For those who follow this weekly series, I think this principle has become my mantra, and policyholder attorneys should never underestimate the power of this very basic rule. The court continued its analysis of the facts before it and addressed the applicable insurance code section in California:

Insurance Code section 790.03, subdivision (h) prohibits insurers from “knowingly committing or performing with such frequency as to indicate a general business practice” a variety of “unfair claim settlement practices”

The analysis continued with the very critical explanation that:

A plaintiff may establish a claim by showing either that the acts that harmed him were knowingly committed or were engaged in with such frequency as to indicate a general business practice. While proof of a knowing violation will make plaintiff’s job that much easier, in cases where a knowing violation is difficult to establish, knowledge can be proved circumstantially. [citation omitted] Discovery aimed at determining the frequency of alleged unfair settlement practices is therefore likely to produce evidence relevant to the action.

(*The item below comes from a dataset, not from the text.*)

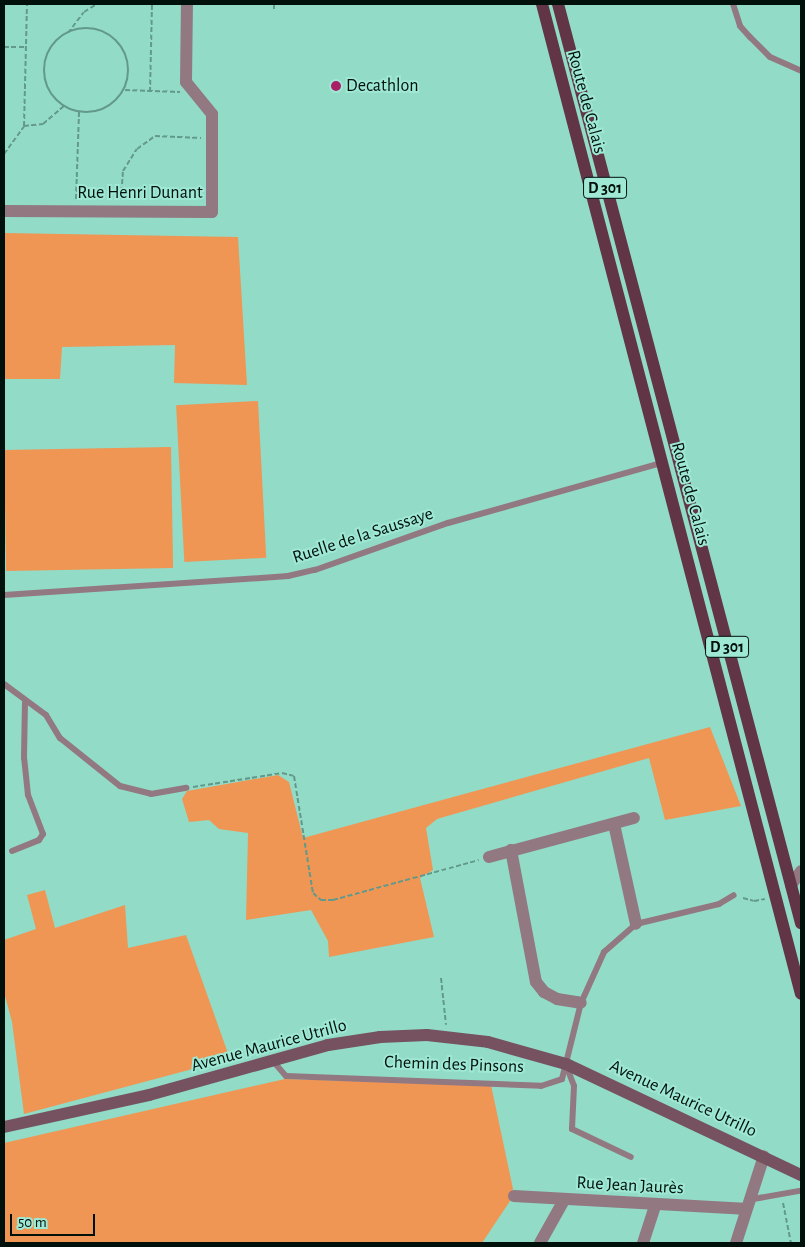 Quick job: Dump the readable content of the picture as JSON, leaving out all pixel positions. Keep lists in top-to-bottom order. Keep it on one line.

The foregoing analysis was the basis for the California Supreme Court’s ruling in the policyholder’s favor and ordering the discovery of the information sought. The Court held that discovery aimed at determining the frequency of alleged unfair settlement practices was likely to produce evidence directly relevant to the policyholder’s action, since the policyholder could establish her claim by showing either that the alleged harmful acts were knowingly committed or were engaged in with such frequency as to indicate a general business practice.

Based on the decision in Colonial, the California Supreme Court evaluated the following four general rules of discovery that policyholder attorneys must remember:

  1. Information relevant to the subject matter is discoverable
  2. Information that may lead to the discovery of admissible evidence is discoverable
  3. Information on how an insurance company handled other insureds’ similar claims is discoverable
  4. Information on determining the frequency of alleged unfair settlement practices is discoverable

Please tune in next week for an extended post on obtaining information on unfair practices in other insureds’ similar claims and obtaining information on an insured’s prior claims.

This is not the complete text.